+++ LISTED ENTRIES +++

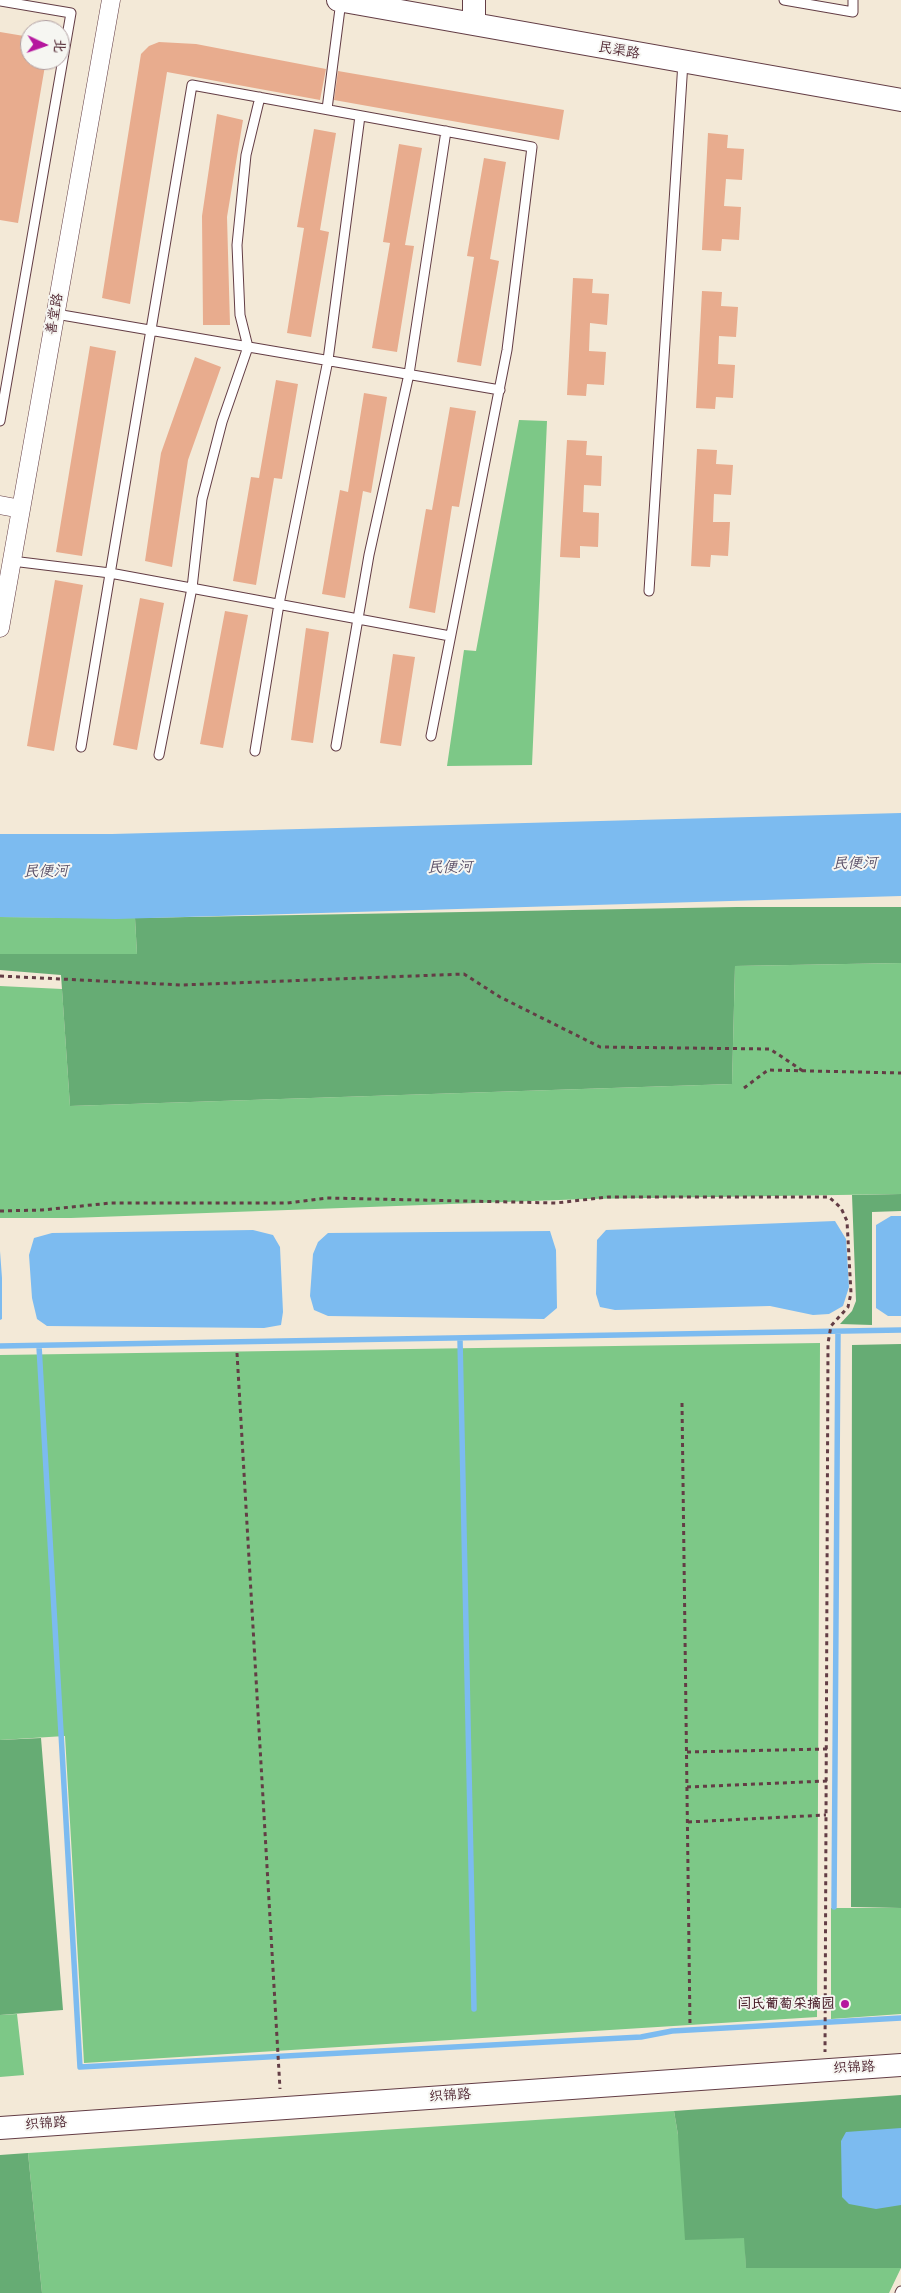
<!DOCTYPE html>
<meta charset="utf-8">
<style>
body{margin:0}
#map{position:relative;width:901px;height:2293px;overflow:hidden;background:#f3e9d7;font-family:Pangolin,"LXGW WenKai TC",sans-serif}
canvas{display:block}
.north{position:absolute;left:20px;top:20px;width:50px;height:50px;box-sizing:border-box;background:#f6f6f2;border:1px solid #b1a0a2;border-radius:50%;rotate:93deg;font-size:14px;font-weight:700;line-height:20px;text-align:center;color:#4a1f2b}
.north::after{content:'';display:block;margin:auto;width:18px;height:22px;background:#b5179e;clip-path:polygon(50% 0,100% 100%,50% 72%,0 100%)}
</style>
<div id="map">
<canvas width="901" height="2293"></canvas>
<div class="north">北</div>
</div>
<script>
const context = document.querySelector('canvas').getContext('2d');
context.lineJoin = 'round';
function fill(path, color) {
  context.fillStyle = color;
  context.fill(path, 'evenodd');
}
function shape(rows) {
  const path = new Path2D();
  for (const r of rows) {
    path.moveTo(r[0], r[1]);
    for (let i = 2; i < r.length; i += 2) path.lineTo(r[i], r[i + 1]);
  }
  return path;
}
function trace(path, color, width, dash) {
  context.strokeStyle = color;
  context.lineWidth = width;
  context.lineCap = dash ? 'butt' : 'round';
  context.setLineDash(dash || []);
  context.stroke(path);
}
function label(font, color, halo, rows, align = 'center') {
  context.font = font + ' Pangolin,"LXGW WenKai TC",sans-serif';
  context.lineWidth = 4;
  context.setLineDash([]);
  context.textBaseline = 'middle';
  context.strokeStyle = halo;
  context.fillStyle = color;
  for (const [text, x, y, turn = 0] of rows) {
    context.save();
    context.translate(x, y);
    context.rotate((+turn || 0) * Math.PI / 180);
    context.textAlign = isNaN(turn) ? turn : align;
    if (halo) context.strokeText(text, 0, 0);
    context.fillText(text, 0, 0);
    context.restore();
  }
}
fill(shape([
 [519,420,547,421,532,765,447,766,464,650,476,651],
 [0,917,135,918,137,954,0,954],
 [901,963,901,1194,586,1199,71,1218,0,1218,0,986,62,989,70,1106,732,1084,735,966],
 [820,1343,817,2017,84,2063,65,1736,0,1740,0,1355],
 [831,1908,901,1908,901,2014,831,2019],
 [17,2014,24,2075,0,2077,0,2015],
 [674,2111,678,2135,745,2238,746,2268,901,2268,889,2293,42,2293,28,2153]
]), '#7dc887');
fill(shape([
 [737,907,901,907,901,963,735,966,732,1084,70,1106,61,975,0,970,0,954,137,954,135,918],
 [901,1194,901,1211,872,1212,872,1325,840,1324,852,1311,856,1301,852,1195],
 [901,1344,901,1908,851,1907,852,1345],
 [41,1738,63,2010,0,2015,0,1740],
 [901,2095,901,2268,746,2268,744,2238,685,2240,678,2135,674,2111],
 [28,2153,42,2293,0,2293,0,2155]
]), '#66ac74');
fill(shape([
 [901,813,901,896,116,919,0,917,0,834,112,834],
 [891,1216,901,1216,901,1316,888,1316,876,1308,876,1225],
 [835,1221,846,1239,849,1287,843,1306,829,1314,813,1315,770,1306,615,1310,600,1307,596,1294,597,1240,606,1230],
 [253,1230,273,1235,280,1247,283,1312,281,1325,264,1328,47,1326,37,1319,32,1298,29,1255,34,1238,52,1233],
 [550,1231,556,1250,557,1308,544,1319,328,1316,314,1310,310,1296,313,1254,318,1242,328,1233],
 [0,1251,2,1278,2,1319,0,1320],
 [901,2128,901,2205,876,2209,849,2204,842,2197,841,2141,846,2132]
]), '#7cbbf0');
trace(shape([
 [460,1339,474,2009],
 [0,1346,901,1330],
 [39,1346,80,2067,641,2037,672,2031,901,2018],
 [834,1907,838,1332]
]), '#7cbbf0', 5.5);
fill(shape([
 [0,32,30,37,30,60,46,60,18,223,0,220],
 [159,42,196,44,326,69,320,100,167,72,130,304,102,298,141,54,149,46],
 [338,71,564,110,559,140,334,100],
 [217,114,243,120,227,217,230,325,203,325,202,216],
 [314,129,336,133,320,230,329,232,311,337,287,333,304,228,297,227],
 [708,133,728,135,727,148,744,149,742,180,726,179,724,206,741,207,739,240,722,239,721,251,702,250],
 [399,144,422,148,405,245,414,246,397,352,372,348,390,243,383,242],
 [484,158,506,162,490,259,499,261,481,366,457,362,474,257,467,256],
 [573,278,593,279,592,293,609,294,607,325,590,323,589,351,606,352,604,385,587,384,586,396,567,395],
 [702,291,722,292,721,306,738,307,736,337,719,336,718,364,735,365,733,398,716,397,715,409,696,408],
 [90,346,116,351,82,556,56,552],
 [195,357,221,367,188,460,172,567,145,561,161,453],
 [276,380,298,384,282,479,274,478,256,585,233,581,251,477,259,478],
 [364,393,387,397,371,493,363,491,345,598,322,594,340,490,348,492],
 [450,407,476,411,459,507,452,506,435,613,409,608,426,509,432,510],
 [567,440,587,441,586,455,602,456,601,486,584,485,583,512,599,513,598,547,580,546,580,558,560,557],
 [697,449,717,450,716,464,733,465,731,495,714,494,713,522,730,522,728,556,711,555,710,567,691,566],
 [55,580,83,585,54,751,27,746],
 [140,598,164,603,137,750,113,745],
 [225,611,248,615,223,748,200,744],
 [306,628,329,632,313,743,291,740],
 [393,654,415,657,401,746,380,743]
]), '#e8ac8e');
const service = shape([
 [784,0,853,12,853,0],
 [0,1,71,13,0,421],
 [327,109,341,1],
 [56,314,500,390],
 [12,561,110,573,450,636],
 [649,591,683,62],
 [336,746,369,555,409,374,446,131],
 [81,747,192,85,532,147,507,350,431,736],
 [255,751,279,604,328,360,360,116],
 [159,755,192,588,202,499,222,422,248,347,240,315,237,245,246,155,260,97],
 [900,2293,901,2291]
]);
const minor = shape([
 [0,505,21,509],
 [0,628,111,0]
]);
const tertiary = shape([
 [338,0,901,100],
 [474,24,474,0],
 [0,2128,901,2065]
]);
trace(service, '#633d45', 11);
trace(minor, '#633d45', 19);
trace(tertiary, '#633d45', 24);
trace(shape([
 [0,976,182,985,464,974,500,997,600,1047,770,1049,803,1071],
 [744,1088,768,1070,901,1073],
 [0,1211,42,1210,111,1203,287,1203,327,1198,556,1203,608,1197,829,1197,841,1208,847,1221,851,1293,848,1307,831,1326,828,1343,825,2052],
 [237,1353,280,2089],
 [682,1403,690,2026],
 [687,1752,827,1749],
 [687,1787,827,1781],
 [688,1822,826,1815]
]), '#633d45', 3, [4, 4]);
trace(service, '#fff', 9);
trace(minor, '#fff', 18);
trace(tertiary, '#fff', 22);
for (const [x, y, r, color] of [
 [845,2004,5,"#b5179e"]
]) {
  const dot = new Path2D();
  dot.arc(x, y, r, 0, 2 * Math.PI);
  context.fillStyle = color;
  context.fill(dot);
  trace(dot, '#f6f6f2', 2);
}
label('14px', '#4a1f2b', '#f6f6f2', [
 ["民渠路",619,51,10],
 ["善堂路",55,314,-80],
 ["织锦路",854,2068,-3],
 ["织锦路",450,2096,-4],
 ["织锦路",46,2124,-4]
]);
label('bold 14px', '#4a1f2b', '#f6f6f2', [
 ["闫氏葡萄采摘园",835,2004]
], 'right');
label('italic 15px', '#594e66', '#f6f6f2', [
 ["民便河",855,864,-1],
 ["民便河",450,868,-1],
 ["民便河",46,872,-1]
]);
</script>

+++

◆ WHAT TO WORK ON ◆
Beginning at the line above with "context.setLineDash(dash || []);" and finishing at the line with "context.setLineDash([]);", return each line exactly and return nothing else.

◆ REPLY ◆
  context.setLineDash(dash || []);
  context.stroke(path);
}
function label(font, color, halo, rows, align = 'center') {
  context.font = font + ' Pangolin,"LXGW WenKai TC",sans-serif';
  context.lineWidth = 4;
  context.setLineDash([]);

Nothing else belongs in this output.